You wonder which cartoon he’s picked this up from as you grab his swinging arm in the middle of its arc.
Joyce, who’s perched at the nurse’s station at the front of the hallway, yells down, “Do we need to go to the Quiet Room?” And you ricochet her look back toward Carson, who you know has heard the threat.
He panics, and so you yell back, “We’re good here, I think.” Even when Carson throws his other arm at you, fingers balled into a fist, you hope you are good. And that the poor kid won’t have to spend his bedtime routine pacing on the blue canvas mat of a cinderblock-walled enclosure.
“Or at least we will be,” you say out loud. And this is when Carson starts to pull.
As part of your orientation for the units, the man who runs the ropes course once walked you through patient restraint. Where to hold a wrist to stop a patient from trying to cut themselves with a stolen pair of scissors. How to transport a violent adult away from the unit and up to the awaiting police. How to perform a basket hold on a child.
“Stop,” you say, but Carson rears back, yanks his four-year old fist away, sends it back into the meat of your forearm. “Just stop.”
And so you cross his arms for him in the struggle, pulling him backwards into your lap as you sink to the floor. In the rooms up and down the hallway, the other patients are getting ready for bed, listening (if they can hear it) to the sound of your back thumping and sliding down the drywall. You move his arms and pin them against his body, right over left, with the right hand slipped up under the crook of the left elbow like you’ve been taught.
“We’re just going to take a small timeout,” you tell him, watching for his legs to start kicking, but they don’t. He’s not here to fight, just to face the backlash. So he sits with you, huffing and puffing and angry, but he’s quiet. He’s held. He’s getting attention from another human being. He’s connected.

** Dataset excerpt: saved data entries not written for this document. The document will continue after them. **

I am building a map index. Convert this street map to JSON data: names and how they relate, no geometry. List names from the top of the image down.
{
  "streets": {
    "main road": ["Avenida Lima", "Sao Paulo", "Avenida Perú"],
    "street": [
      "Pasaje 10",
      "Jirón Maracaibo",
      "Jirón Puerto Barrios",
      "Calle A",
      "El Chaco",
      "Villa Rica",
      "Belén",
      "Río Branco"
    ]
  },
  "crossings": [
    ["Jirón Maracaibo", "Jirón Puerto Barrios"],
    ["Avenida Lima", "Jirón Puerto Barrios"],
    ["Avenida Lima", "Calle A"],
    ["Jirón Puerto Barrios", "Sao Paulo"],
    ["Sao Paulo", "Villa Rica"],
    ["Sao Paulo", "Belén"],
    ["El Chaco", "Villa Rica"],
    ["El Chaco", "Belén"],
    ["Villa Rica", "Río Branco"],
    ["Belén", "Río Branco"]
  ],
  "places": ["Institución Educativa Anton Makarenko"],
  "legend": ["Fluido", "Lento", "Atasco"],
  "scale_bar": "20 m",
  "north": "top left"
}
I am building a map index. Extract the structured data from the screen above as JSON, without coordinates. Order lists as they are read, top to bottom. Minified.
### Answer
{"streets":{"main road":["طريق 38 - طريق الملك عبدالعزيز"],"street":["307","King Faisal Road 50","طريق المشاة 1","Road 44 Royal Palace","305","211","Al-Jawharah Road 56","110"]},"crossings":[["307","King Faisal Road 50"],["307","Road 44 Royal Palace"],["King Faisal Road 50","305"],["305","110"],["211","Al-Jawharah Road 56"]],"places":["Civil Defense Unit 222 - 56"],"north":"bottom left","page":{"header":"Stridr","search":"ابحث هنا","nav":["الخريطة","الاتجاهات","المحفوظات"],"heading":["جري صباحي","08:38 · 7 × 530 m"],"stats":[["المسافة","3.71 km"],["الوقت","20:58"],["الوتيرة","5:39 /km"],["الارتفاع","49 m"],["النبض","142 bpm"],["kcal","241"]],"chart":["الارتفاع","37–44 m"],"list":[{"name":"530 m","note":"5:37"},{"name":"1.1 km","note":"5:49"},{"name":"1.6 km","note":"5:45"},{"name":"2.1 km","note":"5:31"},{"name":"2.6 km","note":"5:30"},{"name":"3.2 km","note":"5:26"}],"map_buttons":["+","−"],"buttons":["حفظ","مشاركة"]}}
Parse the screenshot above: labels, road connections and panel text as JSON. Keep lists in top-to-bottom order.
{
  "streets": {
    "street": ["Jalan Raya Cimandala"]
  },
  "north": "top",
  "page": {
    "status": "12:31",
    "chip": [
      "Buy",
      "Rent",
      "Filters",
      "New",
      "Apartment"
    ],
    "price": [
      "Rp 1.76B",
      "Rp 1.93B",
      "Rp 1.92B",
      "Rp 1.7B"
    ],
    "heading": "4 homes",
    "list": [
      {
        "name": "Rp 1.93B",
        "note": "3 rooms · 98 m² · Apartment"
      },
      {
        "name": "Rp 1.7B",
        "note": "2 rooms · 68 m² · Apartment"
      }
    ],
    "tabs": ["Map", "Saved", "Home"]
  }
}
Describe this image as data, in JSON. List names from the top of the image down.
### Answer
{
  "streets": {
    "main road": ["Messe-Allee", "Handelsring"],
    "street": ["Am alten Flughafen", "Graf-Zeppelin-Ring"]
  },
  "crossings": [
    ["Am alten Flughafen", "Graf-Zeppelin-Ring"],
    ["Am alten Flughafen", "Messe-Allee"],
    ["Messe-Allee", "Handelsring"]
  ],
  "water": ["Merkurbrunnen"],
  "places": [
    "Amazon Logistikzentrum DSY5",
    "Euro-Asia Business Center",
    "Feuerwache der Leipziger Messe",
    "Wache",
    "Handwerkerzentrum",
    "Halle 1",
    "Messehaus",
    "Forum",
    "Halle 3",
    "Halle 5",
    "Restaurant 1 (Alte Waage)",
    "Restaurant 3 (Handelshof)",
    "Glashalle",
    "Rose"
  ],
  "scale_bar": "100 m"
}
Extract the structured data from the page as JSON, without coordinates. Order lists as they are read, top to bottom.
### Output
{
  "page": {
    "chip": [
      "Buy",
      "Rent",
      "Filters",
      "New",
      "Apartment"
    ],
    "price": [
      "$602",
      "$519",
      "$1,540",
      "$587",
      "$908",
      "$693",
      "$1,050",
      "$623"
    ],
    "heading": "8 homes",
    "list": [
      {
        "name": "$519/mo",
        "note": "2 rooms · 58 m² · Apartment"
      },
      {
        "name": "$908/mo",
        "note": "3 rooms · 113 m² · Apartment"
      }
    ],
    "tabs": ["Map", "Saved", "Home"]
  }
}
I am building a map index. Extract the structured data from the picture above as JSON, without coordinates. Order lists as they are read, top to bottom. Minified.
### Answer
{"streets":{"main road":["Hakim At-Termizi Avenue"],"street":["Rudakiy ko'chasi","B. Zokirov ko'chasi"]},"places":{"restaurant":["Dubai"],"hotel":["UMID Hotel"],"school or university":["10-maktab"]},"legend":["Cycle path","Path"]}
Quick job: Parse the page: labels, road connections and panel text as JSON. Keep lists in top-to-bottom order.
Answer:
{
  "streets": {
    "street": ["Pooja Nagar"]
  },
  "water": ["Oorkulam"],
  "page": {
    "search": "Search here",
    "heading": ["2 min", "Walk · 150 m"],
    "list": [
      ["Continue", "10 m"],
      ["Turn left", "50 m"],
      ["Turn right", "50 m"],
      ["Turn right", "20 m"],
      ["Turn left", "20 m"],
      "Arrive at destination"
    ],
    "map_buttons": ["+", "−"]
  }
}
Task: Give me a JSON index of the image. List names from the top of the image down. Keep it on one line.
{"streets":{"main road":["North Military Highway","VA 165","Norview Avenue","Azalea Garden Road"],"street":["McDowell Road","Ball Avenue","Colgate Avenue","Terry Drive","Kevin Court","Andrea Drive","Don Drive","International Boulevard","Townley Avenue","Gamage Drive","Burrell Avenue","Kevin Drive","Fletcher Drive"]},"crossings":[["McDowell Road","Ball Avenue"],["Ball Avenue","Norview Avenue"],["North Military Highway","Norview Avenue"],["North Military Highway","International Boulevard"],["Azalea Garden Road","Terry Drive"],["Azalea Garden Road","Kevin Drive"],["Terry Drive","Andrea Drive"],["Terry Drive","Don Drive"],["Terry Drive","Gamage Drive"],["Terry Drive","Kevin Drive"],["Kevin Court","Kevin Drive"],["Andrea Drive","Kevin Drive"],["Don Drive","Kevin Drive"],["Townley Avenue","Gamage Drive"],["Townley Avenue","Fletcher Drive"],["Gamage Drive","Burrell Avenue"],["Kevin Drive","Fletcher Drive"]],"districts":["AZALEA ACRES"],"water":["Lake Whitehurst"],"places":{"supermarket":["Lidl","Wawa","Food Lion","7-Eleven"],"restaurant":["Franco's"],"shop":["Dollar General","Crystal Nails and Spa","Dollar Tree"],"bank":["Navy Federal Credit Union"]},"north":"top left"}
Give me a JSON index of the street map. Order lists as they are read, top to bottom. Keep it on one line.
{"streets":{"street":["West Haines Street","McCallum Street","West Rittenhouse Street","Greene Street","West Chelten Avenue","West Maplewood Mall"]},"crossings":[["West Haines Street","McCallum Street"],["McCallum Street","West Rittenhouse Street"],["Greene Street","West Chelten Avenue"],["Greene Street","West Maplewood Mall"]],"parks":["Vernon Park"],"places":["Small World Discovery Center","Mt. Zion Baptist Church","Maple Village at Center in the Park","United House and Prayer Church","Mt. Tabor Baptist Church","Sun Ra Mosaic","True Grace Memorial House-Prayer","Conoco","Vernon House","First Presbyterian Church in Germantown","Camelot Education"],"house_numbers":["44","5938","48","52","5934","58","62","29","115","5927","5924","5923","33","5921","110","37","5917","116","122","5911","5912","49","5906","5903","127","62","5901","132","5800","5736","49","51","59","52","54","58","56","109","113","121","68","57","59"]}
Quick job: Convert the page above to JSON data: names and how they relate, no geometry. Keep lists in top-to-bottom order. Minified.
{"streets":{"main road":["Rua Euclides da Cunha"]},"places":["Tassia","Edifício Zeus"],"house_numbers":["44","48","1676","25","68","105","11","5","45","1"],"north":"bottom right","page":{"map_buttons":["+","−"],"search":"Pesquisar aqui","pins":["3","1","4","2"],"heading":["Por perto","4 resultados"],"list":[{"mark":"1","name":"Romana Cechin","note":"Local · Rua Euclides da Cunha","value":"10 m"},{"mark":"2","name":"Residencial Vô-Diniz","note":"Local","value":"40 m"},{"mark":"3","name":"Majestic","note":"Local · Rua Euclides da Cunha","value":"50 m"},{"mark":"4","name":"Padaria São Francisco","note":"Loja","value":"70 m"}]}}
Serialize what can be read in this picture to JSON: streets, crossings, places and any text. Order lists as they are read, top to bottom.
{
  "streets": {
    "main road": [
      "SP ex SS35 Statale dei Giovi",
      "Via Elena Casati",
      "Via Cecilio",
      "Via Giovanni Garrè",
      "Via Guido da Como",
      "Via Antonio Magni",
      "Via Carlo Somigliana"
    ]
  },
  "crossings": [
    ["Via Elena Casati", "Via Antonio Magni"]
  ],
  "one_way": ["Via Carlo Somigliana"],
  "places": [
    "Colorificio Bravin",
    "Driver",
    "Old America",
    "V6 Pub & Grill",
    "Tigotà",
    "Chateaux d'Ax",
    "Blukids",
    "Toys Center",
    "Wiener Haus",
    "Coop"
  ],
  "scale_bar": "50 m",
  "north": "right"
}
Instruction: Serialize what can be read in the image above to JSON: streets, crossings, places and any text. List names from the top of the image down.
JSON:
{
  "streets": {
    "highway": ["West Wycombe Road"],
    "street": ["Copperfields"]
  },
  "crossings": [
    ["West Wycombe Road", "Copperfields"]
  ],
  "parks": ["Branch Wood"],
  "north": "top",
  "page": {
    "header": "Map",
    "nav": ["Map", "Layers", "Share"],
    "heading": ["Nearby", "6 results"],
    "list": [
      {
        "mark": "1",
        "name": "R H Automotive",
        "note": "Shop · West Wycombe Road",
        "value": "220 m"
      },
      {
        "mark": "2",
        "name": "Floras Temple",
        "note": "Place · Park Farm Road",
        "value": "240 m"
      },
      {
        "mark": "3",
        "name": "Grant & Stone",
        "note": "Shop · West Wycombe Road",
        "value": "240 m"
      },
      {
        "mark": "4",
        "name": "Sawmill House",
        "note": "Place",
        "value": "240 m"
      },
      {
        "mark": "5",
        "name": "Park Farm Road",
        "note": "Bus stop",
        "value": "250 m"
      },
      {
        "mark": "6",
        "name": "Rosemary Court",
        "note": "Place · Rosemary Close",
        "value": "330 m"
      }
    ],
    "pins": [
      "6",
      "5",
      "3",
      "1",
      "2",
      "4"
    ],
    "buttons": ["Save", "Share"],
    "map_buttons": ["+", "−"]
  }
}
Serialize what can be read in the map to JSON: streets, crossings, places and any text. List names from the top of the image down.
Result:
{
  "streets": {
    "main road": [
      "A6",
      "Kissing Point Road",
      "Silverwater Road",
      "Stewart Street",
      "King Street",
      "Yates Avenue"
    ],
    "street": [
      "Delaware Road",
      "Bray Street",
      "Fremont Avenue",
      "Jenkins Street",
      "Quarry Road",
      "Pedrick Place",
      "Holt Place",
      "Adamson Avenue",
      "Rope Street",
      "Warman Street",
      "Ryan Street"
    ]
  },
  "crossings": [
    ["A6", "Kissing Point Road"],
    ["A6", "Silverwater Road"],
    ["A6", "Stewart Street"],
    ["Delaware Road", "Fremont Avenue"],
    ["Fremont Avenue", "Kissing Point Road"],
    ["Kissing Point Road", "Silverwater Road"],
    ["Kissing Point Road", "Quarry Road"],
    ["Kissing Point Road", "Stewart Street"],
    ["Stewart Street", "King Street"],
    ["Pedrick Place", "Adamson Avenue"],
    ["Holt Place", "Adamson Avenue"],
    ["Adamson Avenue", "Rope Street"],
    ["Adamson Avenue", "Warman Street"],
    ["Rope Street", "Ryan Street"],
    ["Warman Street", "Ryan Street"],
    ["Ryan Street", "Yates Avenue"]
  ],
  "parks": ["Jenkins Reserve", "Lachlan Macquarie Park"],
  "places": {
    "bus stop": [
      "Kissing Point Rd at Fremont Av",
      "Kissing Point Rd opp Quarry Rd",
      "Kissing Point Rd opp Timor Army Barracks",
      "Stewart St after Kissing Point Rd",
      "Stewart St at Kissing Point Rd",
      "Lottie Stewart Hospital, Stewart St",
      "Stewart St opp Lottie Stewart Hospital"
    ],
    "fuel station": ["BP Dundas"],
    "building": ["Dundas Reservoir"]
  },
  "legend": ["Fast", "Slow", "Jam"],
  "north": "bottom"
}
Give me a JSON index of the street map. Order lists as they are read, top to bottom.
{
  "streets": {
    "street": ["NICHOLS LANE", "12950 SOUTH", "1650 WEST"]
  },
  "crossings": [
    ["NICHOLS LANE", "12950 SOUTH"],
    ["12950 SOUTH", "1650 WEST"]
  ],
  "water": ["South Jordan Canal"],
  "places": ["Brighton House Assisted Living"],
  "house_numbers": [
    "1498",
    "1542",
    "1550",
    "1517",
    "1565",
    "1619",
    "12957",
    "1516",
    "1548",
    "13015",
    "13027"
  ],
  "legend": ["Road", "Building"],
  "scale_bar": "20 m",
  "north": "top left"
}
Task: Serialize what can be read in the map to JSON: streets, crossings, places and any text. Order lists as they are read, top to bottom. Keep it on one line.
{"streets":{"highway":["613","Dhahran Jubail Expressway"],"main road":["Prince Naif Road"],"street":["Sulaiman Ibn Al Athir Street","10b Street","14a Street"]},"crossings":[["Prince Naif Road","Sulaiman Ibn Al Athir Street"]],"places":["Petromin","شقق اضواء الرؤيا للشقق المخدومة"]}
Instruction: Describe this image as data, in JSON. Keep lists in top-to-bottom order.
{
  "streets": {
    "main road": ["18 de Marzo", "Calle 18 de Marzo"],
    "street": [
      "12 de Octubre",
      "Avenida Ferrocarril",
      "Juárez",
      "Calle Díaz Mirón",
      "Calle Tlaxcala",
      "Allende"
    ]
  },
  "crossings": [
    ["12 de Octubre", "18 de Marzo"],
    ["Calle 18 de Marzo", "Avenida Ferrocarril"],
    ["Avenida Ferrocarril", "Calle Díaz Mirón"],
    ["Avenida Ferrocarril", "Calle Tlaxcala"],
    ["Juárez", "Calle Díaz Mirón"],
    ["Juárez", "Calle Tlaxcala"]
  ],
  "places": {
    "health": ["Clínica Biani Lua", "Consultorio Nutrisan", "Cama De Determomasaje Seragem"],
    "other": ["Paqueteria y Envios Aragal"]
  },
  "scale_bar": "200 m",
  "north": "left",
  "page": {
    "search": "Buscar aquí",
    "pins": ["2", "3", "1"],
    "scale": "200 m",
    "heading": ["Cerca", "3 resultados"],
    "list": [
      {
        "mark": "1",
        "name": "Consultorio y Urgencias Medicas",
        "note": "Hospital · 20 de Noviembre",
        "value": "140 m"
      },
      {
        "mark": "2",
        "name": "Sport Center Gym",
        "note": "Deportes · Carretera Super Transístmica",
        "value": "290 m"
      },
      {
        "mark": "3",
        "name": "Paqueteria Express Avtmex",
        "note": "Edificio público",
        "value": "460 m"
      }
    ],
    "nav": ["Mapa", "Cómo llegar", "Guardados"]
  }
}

And as his breathing slows, as the growls die down, you whisper to him, “It’s bedtime. If you can calm down, I think I’m ready to hold up my part of the deal we made. You remember?”
In the nighttime, under the fluorescent glow of the white lights of the children’s unit, Carson looks up and seems to understand.
“I’m calm,” he says, still trying to wriggle away. “I’m calm.”
But you believe him.
“Can you stay put?” you ask, heading for your bag at the nurses’ station. “I’ll be right back.”
“Okay.”
And you fetch the canvas balls you’ve tucked away in the water bottle pocket of your bag. Three squishy sandbags that you clutch in one hand as you trek back down to the end of the children’s unit hallway, where Carson’s peeking his head from around the door jamb.
Just shy of a month, his mother will pull him from the unit—”Against Medical Advice,” his chart will say—and you’ll never see or hear from him again. But for right now, as you remind Carson of the bargain you’ve made him, as you let the juggling balls fly and fall in arcs and circles, he’ll climb into his bed with a smile, and it’ll stay on his face there in the dark after you turn off the lights and close the door behind as you leave, and if you don’t look too closely.